With the transformers package installed, I now import the packages and create tokenizer and model objects.

In [1]:
import transformers
import torch
from transformers import GPT2LMHeadModel, GPT2Tokenizer

In [2]:
tokenizer = GPT2Tokenizer.from_pretrained('gpt2')

In [3]:
model = GPT2LMHeadModel.from_pretrained('gpt2')

We can look under the hood of GPT-2 by calling the parameters method.

In [4]:
model.num_parameters

<bound method ModuleUtilsMixin.num_parameters of GPT2LMHeadModel(
  (transformer): GPT2Model(
    (wte): Embedding(50257, 768)
    (wpe): Embedding(1024, 768)
    (drop): Dropout(p=0.1, inplace=False)
    (h): ModuleList(
      (0): GPT2Block(
        (ln_1): LayerNorm((768,), eps=1e-05, elementwise_affine=True)
        (attn): GPT2Attention(
          (c_attn): Conv1D()
          (c_proj): Conv1D()
          (attn_dropout): Dropout(p=0.1, inplace=False)
          (resid_dropout): Dropout(p=0.1, inplace=False)
        )
        (ln_2): LayerNorm((768,), eps=1e-05, elementwise_affine=True)
        (mlp): GPT2MLP(
          (c_fc): Conv1D()
          (c_proj): Conv1D()
          (act): NewGELUActivation()
          (dropout): Dropout(p=0.1, inplace=False)
        )
      )
      (1): GPT2Block(
        (ln_1): LayerNorm((768,), eps=1e-05, elementwise_affine=True)
        (attn): GPT2Attention(
          (c_attn): Conv1D()
          (c_proj): Conv1D()
          (attn_dropout): Dropout(p=0

### Scraping Text
With the model set up, now I need strted text to feed the generator. I use BeautifulSoup and scrape some sentences from an entry in the Stanford Encyclopedia of philosophy. 

In [8]:
import webbrowser
from bs4 import BeautifulSoup
import pandas as pd
import urllib.request

In [9]:
url = 'https://plato.stanford.edu/entries/well-being/'
request = urllib.request.Request(url)
raw_response = urllib.request.urlopen(request).read()
html = raw_response.decode("utf-8")
soup = BeautifulSoup(html, 'html.parser')

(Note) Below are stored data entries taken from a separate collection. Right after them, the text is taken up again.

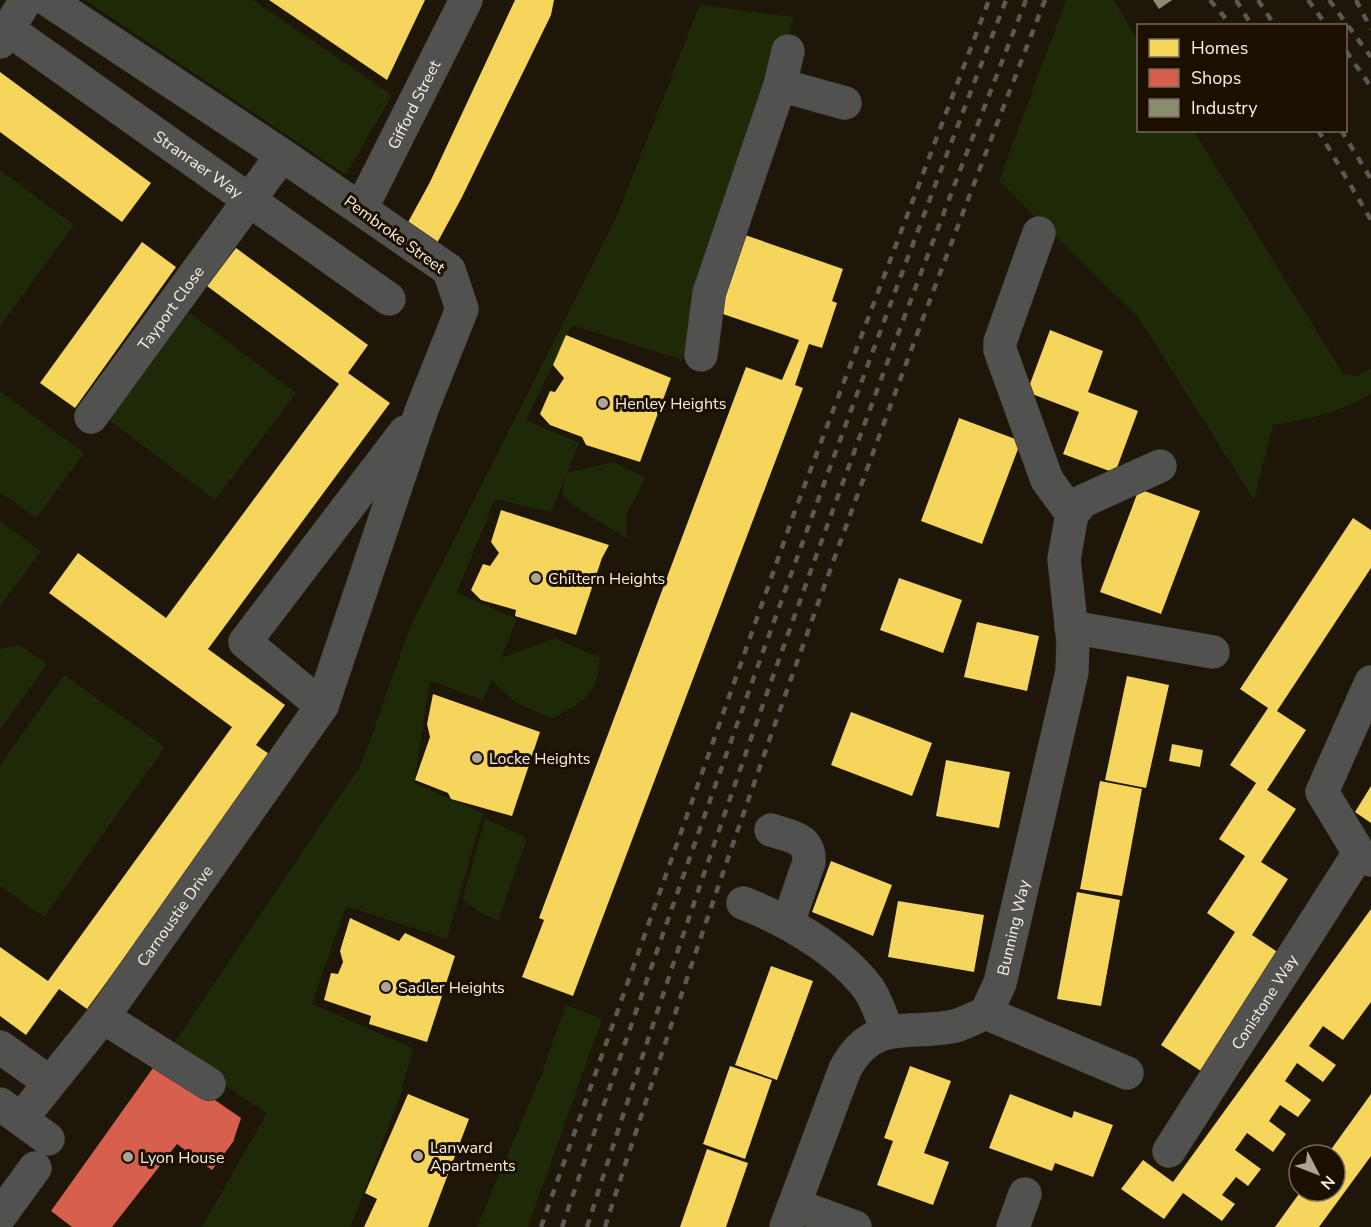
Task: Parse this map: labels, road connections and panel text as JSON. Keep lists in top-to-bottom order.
{
  "streets": {
    "street": [
      "Gifford Street",
      "Stranraer Way",
      "Pembroke Street",
      "Tayport Close",
      "Carnoustie Drive",
      "Bunning Way",
      "Conistone Way"
    ]
  },
  "crossings": [
    ["Gifford Street", "Pembroke Street"],
    ["Stranraer Way", "Tayport Close"],
    ["Pembroke Street", "Tayport Close"],
    ["Pembroke Street", "Carnoustie Drive"]
  ],
  "places": [
    "Henley Heights",
    "Chiltern Heights",
    "Locke Heights",
    "Sadler Heights",
    "Lanward Apartments",
    "Lyon House"
  ],
  "legend": ["Homes", "Shops", "Industry"],
  "north": "bottom right"
}
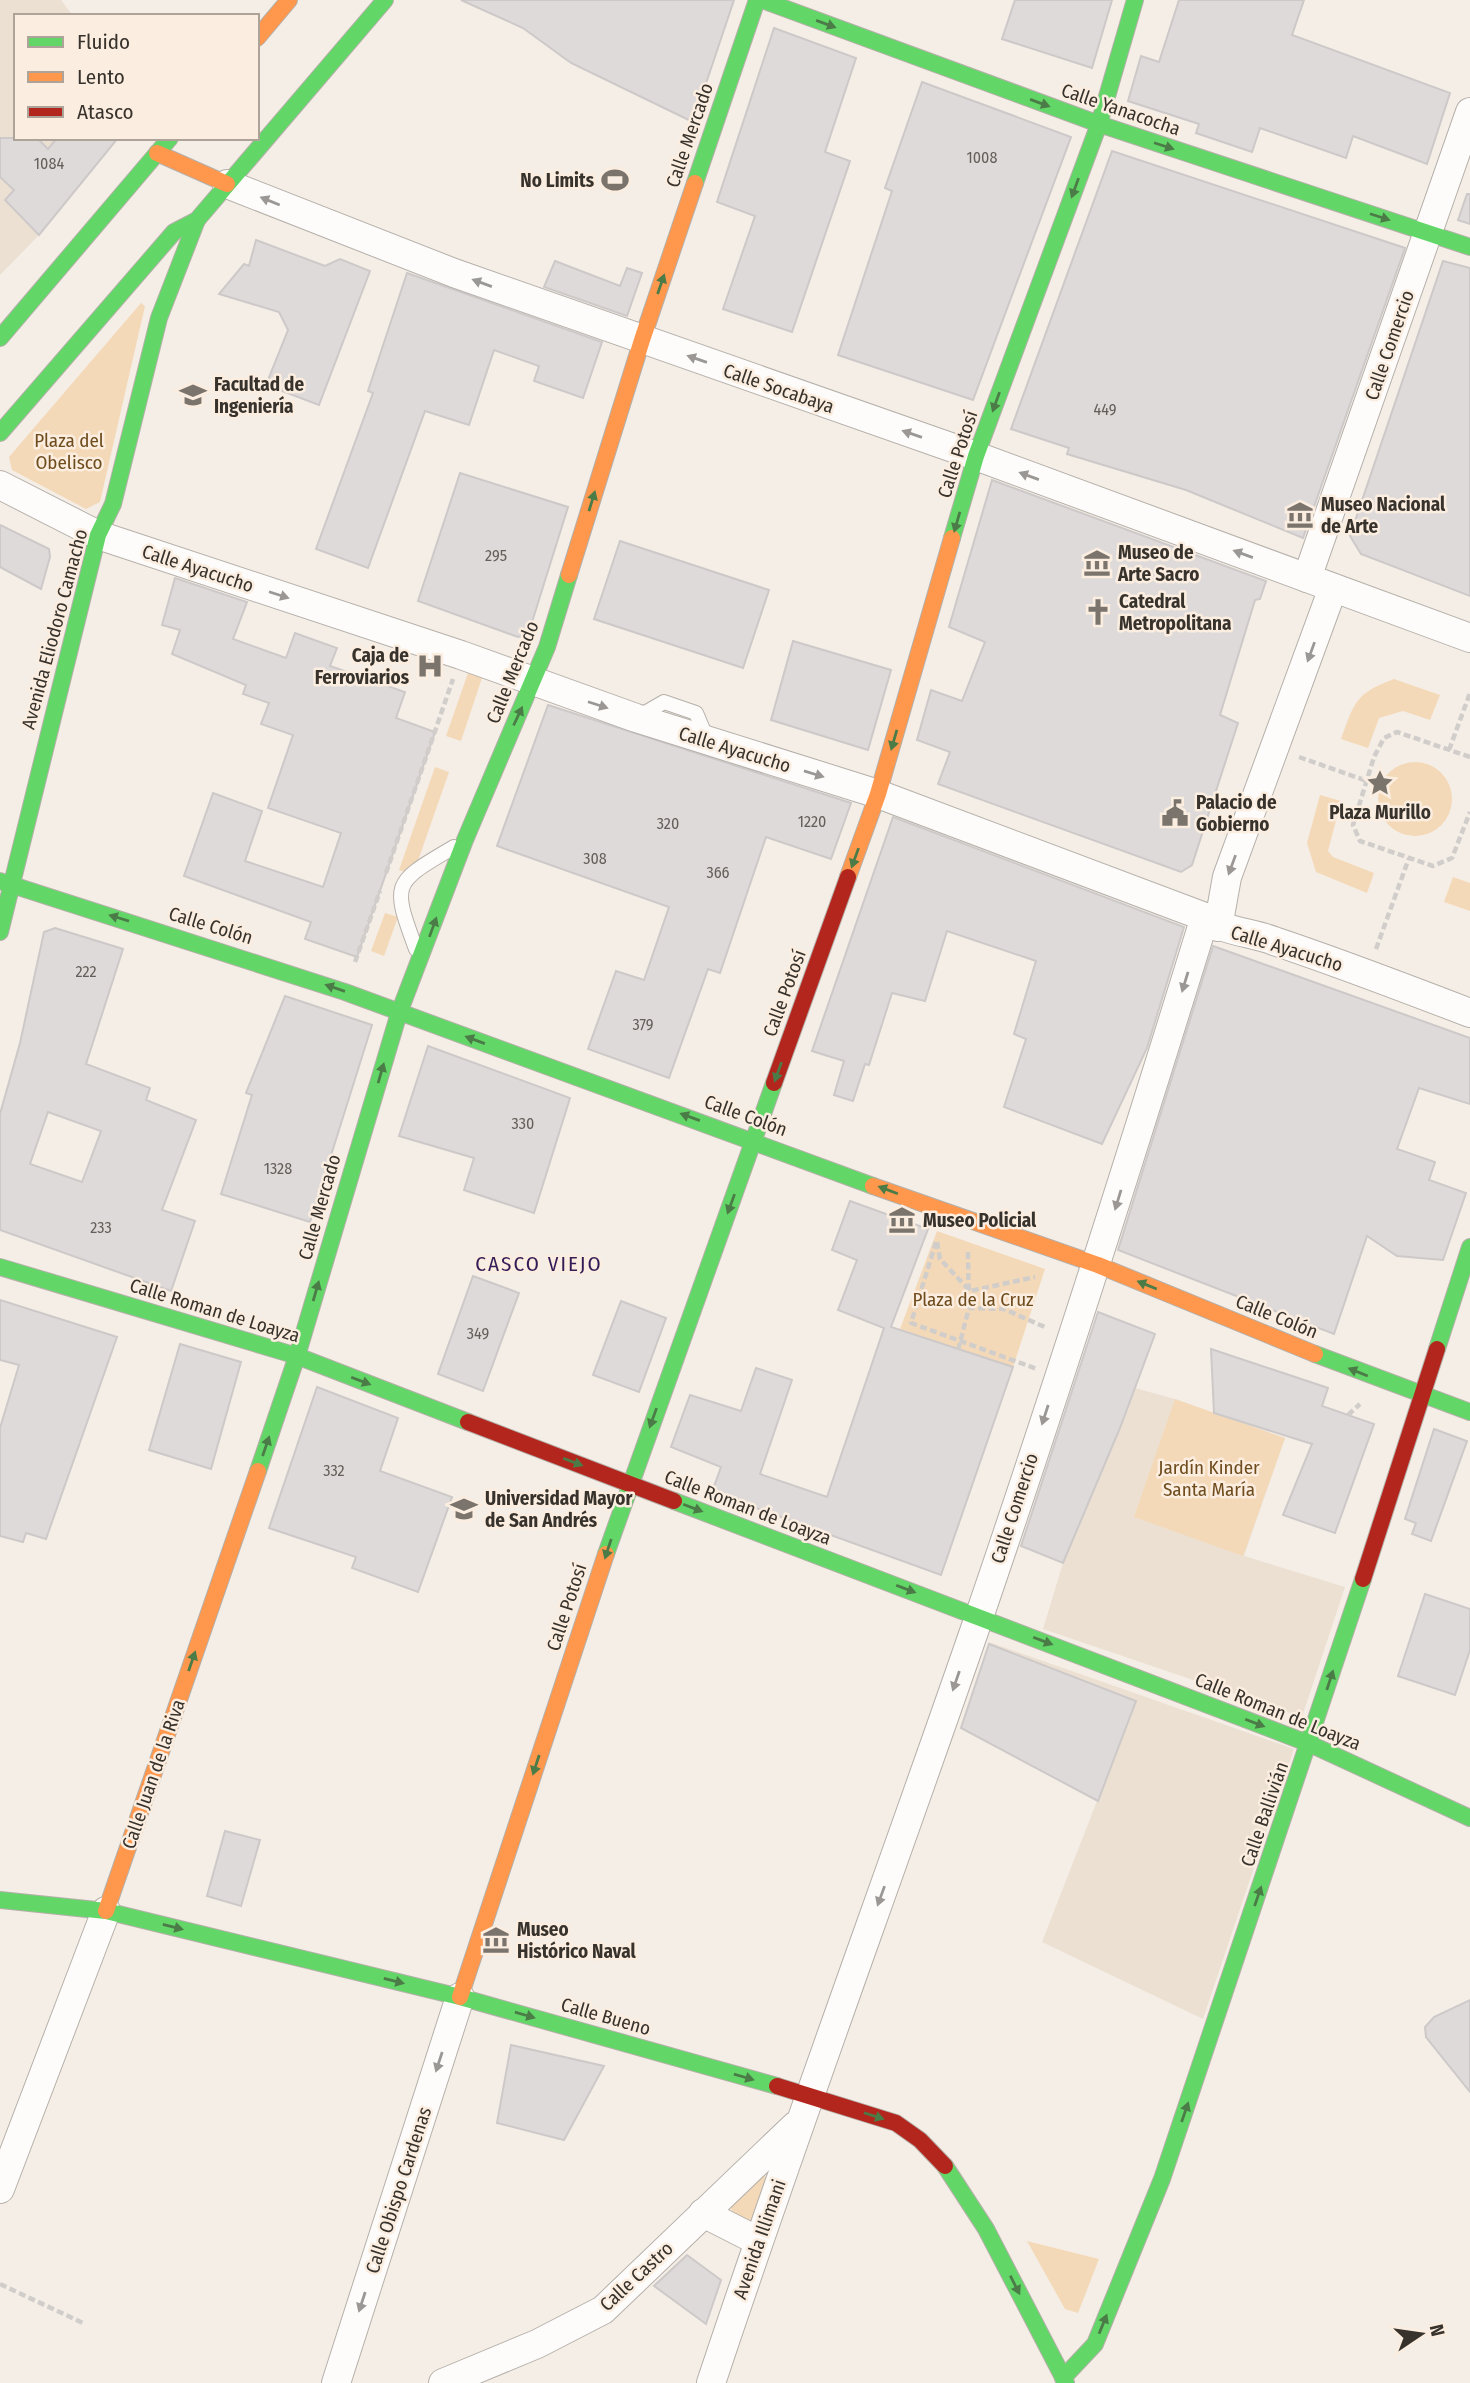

I clean the text and remove the html tags. I only display the first 500 characters so as not to clutter the output.

In [17]:
p_tags = soup.find_all('p')
text = [tag.text for tag in p_tags]
text = ''.join(text)
text = text.split('https')[0].replace('\n',' ').strip()
text[:500]

'Well-being is most commonly used in philosophy to describe what is non-instrumentally or ultimately good for a person. The question of what well-being consists in is of independent interest, but it is of great importance in moral philosophy, especially in the case of utilitarianism, according to which the only moral requirement is that well-being be maximized. Significant challenges to the very notion have been mounted, in particular by G.E. Moore and T.M. Scanlon. It has become standard to dist'

This is a very long text - too long for the GPT-2 model I am using. So I will only take the first 123 words (I initially chose 128 words, then rounded down to the end of the previous sentence.)

In [85]:
text2 = text.split()[:123]
text2 = ' '.join(text2)
text2

'Well-being is most commonly used in philosophy to describe what is non-instrumentally or ultimately good for a person. The question of what well-being consists in is of independent interest, but it is of great importance in moral philosophy, especially in the case of utilitarianism, according to which the only moral requirement is that well-being be maximized. Significant challenges to the very notion have been mounted, in particular by G.E. Moore and T.M. Scanlon. It has become standard to distinguish theories of well-being as either hedonist theories, desire theories, or objective list theories. According to the view known as welfarism, well-being is the only value. Also important in ethics is the question of how a person’s moral character and actions relate to their well-being.'

In [118]:
len(text2)

791

This text is 791 characters long. Knowing this, I can easily split off the generated text to display.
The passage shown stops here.